Across the country, local governments are speaking out about how their police departments are subsidizing security at their local Walmart stores, with officers dispatched there more often than competing discount and grocery stores. Now state legislators from two cities in Minnesota say that they’re working on possible solutions to the issue.
The issue is at the forefront right now because Making Change at Walmart, a non-union group that’s backed by the United Food and Commercial Workers union, is airing TV ads condemning Walmart’s reliance on the police in cities across the country, including the Twin Cities media market in Minnesota.

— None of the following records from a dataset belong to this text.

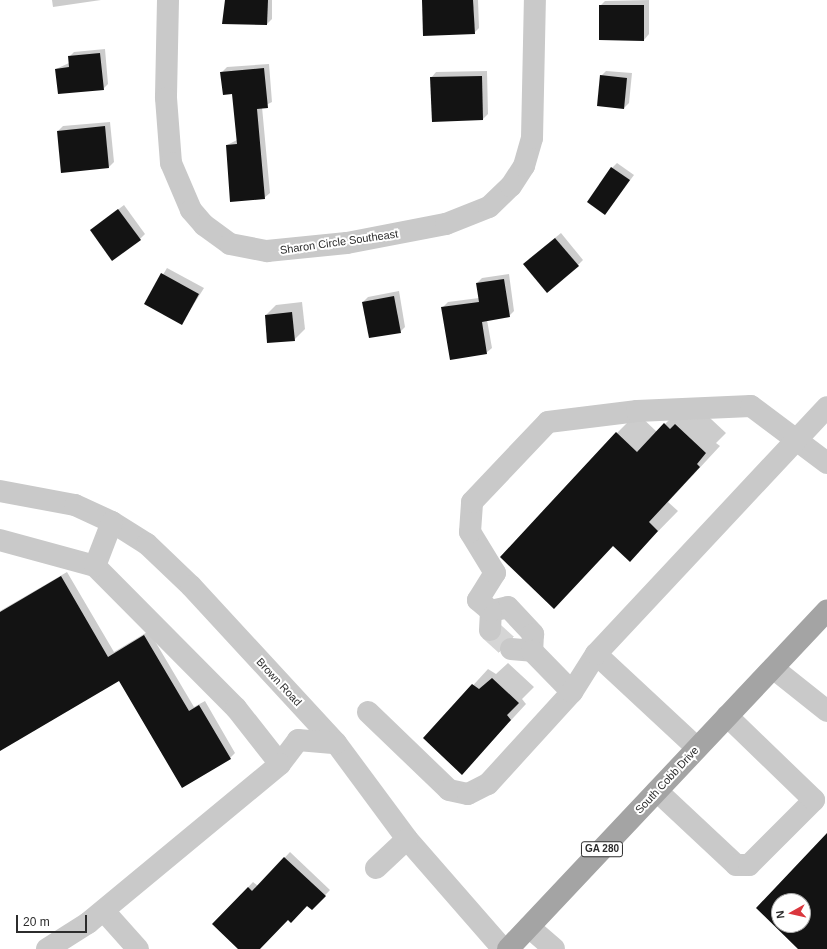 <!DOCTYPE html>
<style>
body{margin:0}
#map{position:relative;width:827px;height:949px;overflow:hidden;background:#fff;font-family:Arial,sans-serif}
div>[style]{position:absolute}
.shadow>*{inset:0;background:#0003}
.building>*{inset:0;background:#131313}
.minor-tunnel>*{height:22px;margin-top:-11px;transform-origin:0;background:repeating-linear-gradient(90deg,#d5d5d5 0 22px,transparent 0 33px)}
.minor>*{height:22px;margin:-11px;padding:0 11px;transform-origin:11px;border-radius:11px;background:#c9c9c9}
.major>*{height:22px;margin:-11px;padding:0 11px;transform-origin:11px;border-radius:11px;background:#a4a4a4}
span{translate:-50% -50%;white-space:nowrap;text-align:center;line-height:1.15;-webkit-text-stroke:4px #fff;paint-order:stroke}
.shield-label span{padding:1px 3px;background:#fff;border:1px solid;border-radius:3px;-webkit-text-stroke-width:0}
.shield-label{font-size:10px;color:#2c2c2c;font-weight:700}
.street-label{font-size:11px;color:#2c2c2c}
.north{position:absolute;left:771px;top:893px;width:40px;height:40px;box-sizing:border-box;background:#fff;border:1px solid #ababab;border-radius:50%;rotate:262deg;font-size:11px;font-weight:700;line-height:16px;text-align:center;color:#2c2c2c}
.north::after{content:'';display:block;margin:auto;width:14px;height:18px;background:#da373e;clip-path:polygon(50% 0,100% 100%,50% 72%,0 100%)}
.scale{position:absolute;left:16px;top:915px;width:71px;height:18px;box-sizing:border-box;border:2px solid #2c2c2c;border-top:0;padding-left:5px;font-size:12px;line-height:14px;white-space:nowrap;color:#2c2c2c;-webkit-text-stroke:3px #fff;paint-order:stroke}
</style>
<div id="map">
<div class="shadow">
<i style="clip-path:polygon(52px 0,101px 0,53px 7px)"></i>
<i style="clip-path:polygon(225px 0,272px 0,272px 19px,267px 24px)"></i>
<i style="clip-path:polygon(423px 0,478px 0,479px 28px,474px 33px)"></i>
<i style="clip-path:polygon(649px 0,649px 34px,644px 40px,600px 6px,605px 1px)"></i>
<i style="clip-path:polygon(105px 49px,108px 84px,103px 89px,56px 69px,69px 63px,69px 57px,74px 52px)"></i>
<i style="clip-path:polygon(269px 64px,272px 102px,262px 107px,270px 193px,264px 198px,227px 145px,237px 140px,233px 93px,222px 72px,227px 67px)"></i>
<i style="clip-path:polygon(487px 71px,488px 114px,483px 119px,433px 121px,431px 78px,436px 72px)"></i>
<i style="clip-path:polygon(606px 71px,632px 73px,629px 103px,624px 108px,601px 76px)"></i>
<i style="clip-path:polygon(110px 122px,114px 162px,109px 167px,62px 172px,58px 131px,63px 126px)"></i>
<i style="clip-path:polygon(617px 163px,634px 175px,605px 214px,612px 168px)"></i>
<i style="clip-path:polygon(124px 205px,145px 234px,140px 239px,91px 230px)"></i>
<i style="clip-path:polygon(561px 233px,583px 260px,578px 265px,529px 259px)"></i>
<i style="clip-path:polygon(167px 268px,204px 288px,182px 323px,146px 303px)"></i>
<i style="clip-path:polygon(509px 274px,514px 311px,509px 316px,487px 320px,492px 348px,486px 353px,443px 307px,448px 302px,479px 298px,477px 283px,482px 278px)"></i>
<i style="clip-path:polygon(399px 291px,405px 327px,400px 332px,363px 302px,368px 297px)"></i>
<i style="clip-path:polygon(302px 302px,305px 329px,294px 340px,266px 315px,276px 305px)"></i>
<i style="clip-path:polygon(685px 404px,696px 405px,726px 433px,716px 443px,720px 446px,668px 502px,678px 511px,630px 560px,617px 433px,637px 413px,657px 432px)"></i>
<i style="clip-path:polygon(67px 572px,114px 652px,149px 631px,194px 707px,205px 701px,235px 753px,230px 758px,119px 680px,0 750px,0 611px)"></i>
<i style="clip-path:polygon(508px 663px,534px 687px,522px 699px,526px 704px,462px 773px,425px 738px,488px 669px,496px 674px)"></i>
<i style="clip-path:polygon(290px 852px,330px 890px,312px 909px,307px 905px,288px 918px,259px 949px,239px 949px,214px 924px,253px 882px,258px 886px)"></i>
</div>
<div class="building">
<i style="clip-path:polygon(225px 0,268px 0,267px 25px,222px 24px)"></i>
<i style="clip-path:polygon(422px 0,473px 0,475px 34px,423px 36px)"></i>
<i style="clip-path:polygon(599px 5px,644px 5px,644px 41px,599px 40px)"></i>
<i style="clip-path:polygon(100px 53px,104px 90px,58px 94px,55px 69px,69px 67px,68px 56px)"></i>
<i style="clip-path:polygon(264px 68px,268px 108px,257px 109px,265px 199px,230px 202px,226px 145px,237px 144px,232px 94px,223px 95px,220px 72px)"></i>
<i style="clip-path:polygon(600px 75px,627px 78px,624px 109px,597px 106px)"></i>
<i style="clip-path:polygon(482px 76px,483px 120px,432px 122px,430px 77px)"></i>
<i style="clip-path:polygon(105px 126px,109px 168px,61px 173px,57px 131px)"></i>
<i style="clip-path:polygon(611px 167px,630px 180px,605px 215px,587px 202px)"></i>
<i style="clip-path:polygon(118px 209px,141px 240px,112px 261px,90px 230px)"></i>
<i style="clip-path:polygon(555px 238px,579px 266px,547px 293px,523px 264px)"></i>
<i style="clip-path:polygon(161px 273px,199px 294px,182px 325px,144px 304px)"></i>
<i style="clip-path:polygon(504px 279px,510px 317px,482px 322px,487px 354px,450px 360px,441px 307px,479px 302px,476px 283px)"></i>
<i style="clip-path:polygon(394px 296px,401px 333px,369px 338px,362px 302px)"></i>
<i style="clip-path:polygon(292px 312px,295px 341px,267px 343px,265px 315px)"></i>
<i style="clip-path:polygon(664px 423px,670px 429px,675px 424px,706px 453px,697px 464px,700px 467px,649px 522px,658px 531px,630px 562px,613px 546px,554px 609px,500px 557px,616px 432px,637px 452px)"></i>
<i style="clip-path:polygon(61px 576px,108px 657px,144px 635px,189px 711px,199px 705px,231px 759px,182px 788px,119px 681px,0 751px,0 612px)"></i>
<i style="clip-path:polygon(492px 678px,519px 703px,507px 715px,511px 720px,462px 775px,423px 738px,472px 684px,479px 689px)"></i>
<i style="clip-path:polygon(evenodd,827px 833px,827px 949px,798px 949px,756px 908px,827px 833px,779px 901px,803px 901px,803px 925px,779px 925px,779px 901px)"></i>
<i style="clip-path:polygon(284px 857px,326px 896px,312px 910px,307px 906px,291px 923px,288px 920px,260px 949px,238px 949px,212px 924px,248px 887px,252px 891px)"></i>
</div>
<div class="minor-tunnel">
<i style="left:490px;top:630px;width:28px;rotate:42deg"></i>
</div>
<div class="minor">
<i style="left:168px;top:0;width:98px;rotate:91.2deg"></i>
<i style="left:166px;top:98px;width:65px;rotate:85.6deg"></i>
<i style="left:171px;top:163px;width:51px;rotate:66.9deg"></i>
<i style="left:191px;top:210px;width:20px;rotate:49deg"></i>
<i style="left:204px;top:225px;width:32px;rotate:36deg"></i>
<i style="left:230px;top:244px;width:38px;rotate:11deg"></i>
<i style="left:267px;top:251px;width:80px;rotate:-5.7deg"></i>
<i style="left:347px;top:243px;width:101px;rotate:-10.9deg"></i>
<i style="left:446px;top:224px;width:46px;rotate:-21.6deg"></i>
<i style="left:489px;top:207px;width:30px;rotate:-44deg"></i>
<i style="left:511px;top:186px;width:24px;rotate:-57deg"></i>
<i style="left:524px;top:166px;width:29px;rotate:-74deg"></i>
<i style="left:532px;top:138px;width:138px;rotate:-88.8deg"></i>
<i style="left:0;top:491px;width:76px;rotate:10.6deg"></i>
<i style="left:75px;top:505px;width:41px;rotate:24.7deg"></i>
<i style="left:112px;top:522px;width:41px;rotate:32.2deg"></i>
<i style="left:147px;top:544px;width:61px;rotate:43.7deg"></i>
<i style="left:191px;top:586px;width:214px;rotate:47.3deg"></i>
<i style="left:336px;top:743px;width:119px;rotate:53.5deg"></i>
<i style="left:407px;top:839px;width:146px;rotate:48.9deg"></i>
<i style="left:0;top:540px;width:98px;rotate:15.3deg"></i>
<i style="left:95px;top:566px;width:200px;rotate:45.2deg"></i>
<i style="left:236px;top:708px;width:71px;rotate:51.8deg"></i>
<i style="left:280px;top:764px;width:30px;rotate:-53deg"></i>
<i style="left:298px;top:740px;width:38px;rotate:5deg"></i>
<i style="left:95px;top:566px;width:47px;rotate:-68.9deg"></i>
<i style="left:491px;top:611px;width:17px;rotate:-13deg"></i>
<i style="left:508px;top:607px;width:37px;rotate:47deg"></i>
<i style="left:533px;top:634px;width:17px;rotate:93deg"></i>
<i style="left:490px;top:630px;width:19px;rotate:-87deg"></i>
<i style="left:491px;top:611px;width:17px;rotate:-140deg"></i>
<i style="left:478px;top:600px;width:32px;rotate:-58deg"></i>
<i style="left:495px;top:573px;width:48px;rotate:-121.4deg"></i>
<i style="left:470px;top:532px;width:30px;rotate:-86deg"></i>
<i style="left:472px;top:502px;width:110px;rotate:-46.5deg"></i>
<i style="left:548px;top:422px;width:90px;rotate:-7deg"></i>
<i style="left:637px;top:411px;width:114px;rotate:-2.5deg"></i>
<i style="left:751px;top:406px;width:95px;rotate:36.9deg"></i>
<i style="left:511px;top:649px;width:21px;rotate:5deg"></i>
<i style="left:532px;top:651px;width:57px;rotate:45.7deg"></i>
<i style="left:596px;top:654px;width:138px;rotate:42.9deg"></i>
<i style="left:773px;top:668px;width:69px;rotate:38.5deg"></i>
<i style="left:368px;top:712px;width:112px;rotate:43.9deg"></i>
<i style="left:449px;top:790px;width:19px;rotate:12deg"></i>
<i style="left:468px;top:794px;width:22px;rotate:-27deg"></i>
<i style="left:488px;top:784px;width:125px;rotate:-47.6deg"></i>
<i style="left:572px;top:692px;width:45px;rotate:-57.7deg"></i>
<i style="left:596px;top:654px;width:338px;rotate:-46.9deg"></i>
<i style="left:657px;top:791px;width:108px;rotate:43.1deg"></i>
<i style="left:736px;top:865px;width:13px"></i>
<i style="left:749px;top:865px;width:92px;rotate:-45deg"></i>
<i style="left:814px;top:800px;width:121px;rotate:-136deg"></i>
<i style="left:376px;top:868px;width:42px;rotate:-43.1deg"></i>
<i style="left:104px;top:911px;width:51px;rotate:48.2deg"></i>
<i style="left:529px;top:927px;width:33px;rotate:41deg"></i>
<i style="left:47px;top:949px;width:49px;rotate:-32.4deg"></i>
<i style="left:88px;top:923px;width:249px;rotate:-39.6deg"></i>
</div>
<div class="major">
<i style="left:508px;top:949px;width:465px;rotate:-46.7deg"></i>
</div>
<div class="shield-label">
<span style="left:602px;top:849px">GA 280</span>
</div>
<div class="street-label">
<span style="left:339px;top:242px;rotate:-8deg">Sharon Circle Southeast</span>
<span style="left:279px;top:682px;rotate:47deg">Brown Road</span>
<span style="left:667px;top:780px;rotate:-47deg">South Cobb Drive</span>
</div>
<div class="north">N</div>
<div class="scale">20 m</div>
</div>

The Walmarts in the city of St. Paul, for example, made 2,129 calls to local police in the last year. Just in the Twin Cities metropolitan area, police visits to Walmart stores alone cost an estimated $3 million per year.
“A lot of times when Walmart comes into the cities, they ask for tax breaks, they ask for other incentives so that they can build there, and their thing is, ‘Well, we can provide jobs,'” State Rep. Mike Nelson of Brooklyn Park told City Pages. The problem with that, Nelson says: those have historically not been good jobs, and Walmart stores get tax concessions while using more government resources than its competition.
Walmart, for its part, claims to be working on the problem on its own, finding solutions other than calling the cops for petty crimes and restoring greeters to the entrances of its stores, a program that the chain calls “More at the Door.”
In a statement to Consumerist, a Walmart spokesman told us that the company is “investing in people and technology” to improve store security.
“We’re encouraged by a 35% reduction in calls to law enforcement agencies nationwide, on average, since we began implementing crime deterrence programs like Restorative Justice and More at the Door,” the company told us.